**Required work**. An exact reproduction of the lines below, from the first through the one with "function strokePath(path, color, width, dash)", is the whole answer; pictures have no place in it.
• • • • •
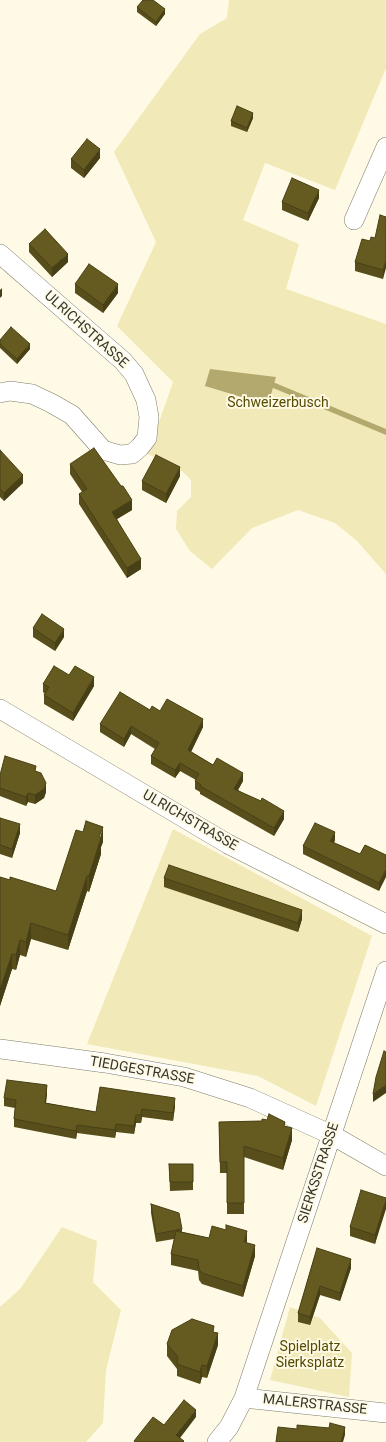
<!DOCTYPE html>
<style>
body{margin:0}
canvas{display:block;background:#fefae6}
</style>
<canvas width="386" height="1442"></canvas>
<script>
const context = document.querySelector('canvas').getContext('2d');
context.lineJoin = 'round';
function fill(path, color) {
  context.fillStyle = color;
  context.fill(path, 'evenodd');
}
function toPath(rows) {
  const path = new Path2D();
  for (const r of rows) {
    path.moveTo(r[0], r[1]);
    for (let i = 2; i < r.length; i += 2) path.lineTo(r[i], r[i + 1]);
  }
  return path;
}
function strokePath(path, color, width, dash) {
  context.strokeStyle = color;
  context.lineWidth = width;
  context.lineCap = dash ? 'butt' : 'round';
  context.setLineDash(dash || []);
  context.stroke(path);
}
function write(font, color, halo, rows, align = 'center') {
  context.font = font + ' Roboto,sans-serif';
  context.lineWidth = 4;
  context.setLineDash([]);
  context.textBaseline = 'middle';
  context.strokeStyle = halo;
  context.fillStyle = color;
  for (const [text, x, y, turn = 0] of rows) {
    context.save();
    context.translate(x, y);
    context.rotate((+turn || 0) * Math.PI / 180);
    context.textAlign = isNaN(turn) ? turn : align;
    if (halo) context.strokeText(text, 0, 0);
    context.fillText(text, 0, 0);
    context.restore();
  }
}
fill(toPath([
 [229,0,386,0,386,68,335,190,265,163,243,220,299,244,286,289,386,324,386,574,357,541,335,523,298,510,252,528,212,569,190,551,176,529,177,511,191,497,191,480,183,472,148,454,173,382,117,326,156,242,114,152,200,34,227,18],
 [173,829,372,936,316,1106,258,1076,87,1044],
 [62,1227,97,1241,93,1282,121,1310,106,1370,103,1423,86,1442,0,1442,0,1307,20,1289],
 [290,1307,320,1318,352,1353,349,1397,270,1380]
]), '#f2e9b8');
fill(toPath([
 [210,369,276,377,268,405,205,386]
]), '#b3a86d');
strokePath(toPath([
 [273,385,386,432]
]), '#b3a86d', 5.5);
const street = toPath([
 [354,220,386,147],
 [0,254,123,361,134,374,146,400,149,417,147,438,140,447,132,454,120,455,103,450,72,415,51,403,32,394,10,391,0,393],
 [0,709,228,844,386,924],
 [0,1049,105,1063,184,1077,250,1098,332,1135,386,1166],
 [244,1398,386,1413],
 [217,1442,229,1427,244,1398,386,971]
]);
strokePath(street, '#7f7c6a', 20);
strokePath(street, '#fff', 19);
fill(toPath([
 [137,7,165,14,156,26,137,12],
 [253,118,247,132,231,126,231,121],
 [100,158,84,178,71,168,71,159],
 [319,198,308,221,282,210,282,202],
 [386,217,383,279,355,271,355,262,375,238],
 [29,244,68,262,52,277,29,252],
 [75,284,118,293,103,313,75,293],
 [0,340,30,349,17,364,0,348],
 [0,450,23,483,4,501,0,497],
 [70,464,121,486,132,510,117,519,141,569,127,578,79,504,79,494,82,492,70,474],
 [180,476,166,503,142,490,142,481],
 [33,628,64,637,55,651,33,637],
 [69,675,94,686,73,721,44,704,44,695,45,694,43,692,43,684],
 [150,710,160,711,203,727,191,752,213,765,243,781,238,790,284,819,274,836,200,794,200,792,195,789,195,781,196,780,180,771,175,778,151,764,151,756,155,749,131,734,124,747,100,732,100,724],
 [36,771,46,792,44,798,35,804,28,802,26,806,0,796,0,775],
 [0,818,20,833,12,858,0,854],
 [335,840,334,843,360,854,386,855,379,891,303,854,303,846],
 [103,842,101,847,101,854,89,892,87,891,68,950,31,939,26,957,20,955,16,970,12,969,0,1006,0,877,10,880,56,891],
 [164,878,302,919,298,932,164,887],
 [47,1093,46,1103,96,1112,175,1106,173,1121,142,1117,141,1123,136,1123,134,1134,116,1132,115,1138,77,1133,76,1139,14,1127,14,1119,15,1108,4,1106,4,1098],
 [262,1121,285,1126,292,1140,283,1170,244,1157,244,1214,227,1214,227,1173,220,1173,219,1122],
 [169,1164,193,1164,193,1190,170,1191],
 [386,1198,375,1244,350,1236,350,1227],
 [151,1204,182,1229,182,1232,209,1238,247,1243,255,1256,243,1297,202,1284,199,1280,198,1271,171,1265,171,1254,174,1239,156,1242,151,1213],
 [317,1248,351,1268,340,1301,320,1295,310,1325,298,1322,298,1313],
 [214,1332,218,1345,207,1378,202,1377,200,1384,177,1376,177,1369,167,1356,167,1344]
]), '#574e1c');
fill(toPath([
 [165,9,165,14,156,26,156,22],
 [253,113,253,118,247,132,247,128],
 [100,149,100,158,84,178,84,170],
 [319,190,319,198,308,221,308,213],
 [68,254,68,262,52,277,52,268],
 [386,260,386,268,383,279,383,270],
 [118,284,118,293,103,313,103,305],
 [2,288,2,296,0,298,0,290],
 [30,344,30,349,17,364,17,359],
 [180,467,180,476,166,503,166,494],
 [23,475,23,483,4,501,4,493],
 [132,500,132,510,112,522,112,512],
 [141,559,141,569,127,578,127,568],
 [64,629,64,637,55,651,55,643],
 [94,677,94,686,73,721,73,713],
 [203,719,203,727,188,758,188,750],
 [131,726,131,734,124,747,124,739],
 [180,763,180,771,175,778,175,770],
 [243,773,243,781,234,797,234,789],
 [46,783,46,792,44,798,35,804,35,795],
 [28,793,28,802,26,806,26,797],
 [284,811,284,819,274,836,274,828],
 [20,824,20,833,12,858,12,849],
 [103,827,103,842,101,847,101,854,89,892,89,876],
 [335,832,335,840,330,849,330,841],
 [386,869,386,877,379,891,379,883],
 [87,876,87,891,68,950,68,935],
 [302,910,302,919,298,932,298,923],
 [31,923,31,939,26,957,26,942],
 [20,940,20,955,16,970,16,955],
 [12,954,12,969,0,1006,0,990],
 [47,1085,47,1093,45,1111,45,1103],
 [386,1085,386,1093,373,1102,373,1094],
 [175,1098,175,1106,173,1121,173,1113],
 [142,1109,142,1117,141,1123,141,1115],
 [136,1115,136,1123,134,1134,134,1126],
 [116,1124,116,1132,115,1138,115,1130],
 [77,1125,77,1133,76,1139,76,1131],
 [292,1128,292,1140,283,1170,283,1158],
 [386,1200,386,1209,375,1244,375,1235],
 [247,1231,247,1242,244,1242],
 [255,1245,255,1256,243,1297,243,1286],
 [351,1259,351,1268,340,1301,340,1293],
 [320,1286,320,1295,310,1325,310,1317],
 [218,1333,218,1345,207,1378,207,1366],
 [202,1365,202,1377,200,1384,200,1372],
 [196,1410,196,1417,177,1442,176,1435],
 [345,1427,345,1435,343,1442,341,1442]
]), '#474016');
const building = toPath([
 [143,0,153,0,165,9,156,22,137,7,143,0],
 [237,106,253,113,247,128,231,121,237,106],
 [87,139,100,149,84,170,71,159,87,139],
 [292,178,319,190,308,213,282,202,292,178],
 [380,215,386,217,386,260,383,270,355,262,362,239,370,241,371,237,375,238,380,215],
 [45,229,68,254,52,268,29,244,45,229],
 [89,264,118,284,103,305,75,284,89,264],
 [11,327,30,344,17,359,0,344,0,340,11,327],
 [94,448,121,486,123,486,132,500,112,512,141,559,127,568,79,494,87,489,70,464,94,448],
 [0,450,23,475,4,493,0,489,0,450],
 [156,455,180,467,166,494,142,481,156,455],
 [42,614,64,629,55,643,33,628,42,614],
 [54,666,69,675,75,666,94,677,73,713,44,695,49,687,43,684,54,666],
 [120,692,150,710,152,706,160,711,167,699,203,719,188,750,213,765,217,758,243,773,234,789,261,801,262,798,284,811,274,828,200,786,201,785,195,781,199,774,180,763,175,770,151,756,159,743,131,726,124,739,100,724,120,692],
 [5,756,36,766,35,771,41,773,46,783,44,789,35,795,28,793,26,797,0,788,0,775,5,756],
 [0,818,20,824,12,849,0,845,0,818],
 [86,821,103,827,99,837,101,838,89,876,87,876,68,935,31,923,26,942,20,940,16,955,12,954,0,990,0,877,10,880,10,877,56,891,76,830,83,832,86,821],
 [315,823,335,832,330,841,360,854,365,845,386,855,386,869,379,883,303,846,315,823],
 [169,865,302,910,298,923,164,878,169,865],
 [384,1051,386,1052,386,1085,373,1094,376,1077,384,1051],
 [7,1080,47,1085,45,1103,96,1112,100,1087,175,1098,173,1113,142,1109,141,1115,136,1115,134,1126,116,1124,115,1130,77,1125,76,1131,14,1119,16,1100,4,1098,7,1080],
 [269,1114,285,1122,284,1126,292,1128,283,1158,244,1146,244,1203,227,1203,227,1162,220,1162,219,1122,262,1121,262,1119,267,1120,269,1114],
 [169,1164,193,1164,193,1182,170,1182,169,1164],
 [361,1190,386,1198,386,1200,375,1235,350,1227,361,1190],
 [151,1204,179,1213,182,1229,156,1234,151,1204],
 [226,1225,247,1231,244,1242,255,1245,243,1286,202,1273,199,1269,198,1260,171,1254,176,1231,209,1238,212,1226,226,1230,226,1225],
 [317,1248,351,1259,340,1293,320,1286,310,1317,298,1313,317,1248],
 [192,1319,214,1326,213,1332,218,1333,207,1366,202,1365,200,1372,177,1364,178,1357,167,1344,172,1330,192,1319],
 [184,1400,196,1410,176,1435,184,1441,183,1442,135,1442,134,1441,153,1417,164,1425,184,1400],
 [330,1423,345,1427,341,1442,276,1442,278,1427,297,1429,297,1425,329,1428,330,1423]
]);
fill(building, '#655b20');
strokePath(building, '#474016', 1);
write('14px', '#36352d', '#fefae6', [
 ["ULRICHSTRASSE",86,330,42],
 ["ULRICHSTRASSE",190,821,30],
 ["TIEDGESTRASSE",142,1071,10],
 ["SIERKSSTRASSE",319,1173,-72],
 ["MALERSTRASSE",315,1405,6]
]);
write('14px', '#574b00', '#fefae6', [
 ["Schweizerbusch",278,403],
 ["Spielplatz",310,1347],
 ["Sierksplatz",310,1363]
]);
</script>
• • • • •
**Task output**.
<!DOCTYPE html>
<style>
body{margin:0}
canvas{display:block;background:#fefae6}
</style>
<canvas width="386" height="1442"></canvas>
<script>
const context = document.querySelector('canvas').getContext('2d');
context.lineJoin = 'round';
function fill(path, color) {
  context.fillStyle = color;
  context.fill(path, 'evenodd');
}
function toPath(rows) {
  const path = new Path2D();
  for (const r of rows) {
    path.moveTo(r[0], r[1]);
    for (let i = 2; i < r.length; i += 2) path.lineTo(r[i], r[i + 1]);
  }
  return path;
}
function strokePath(path, color, width, dash) {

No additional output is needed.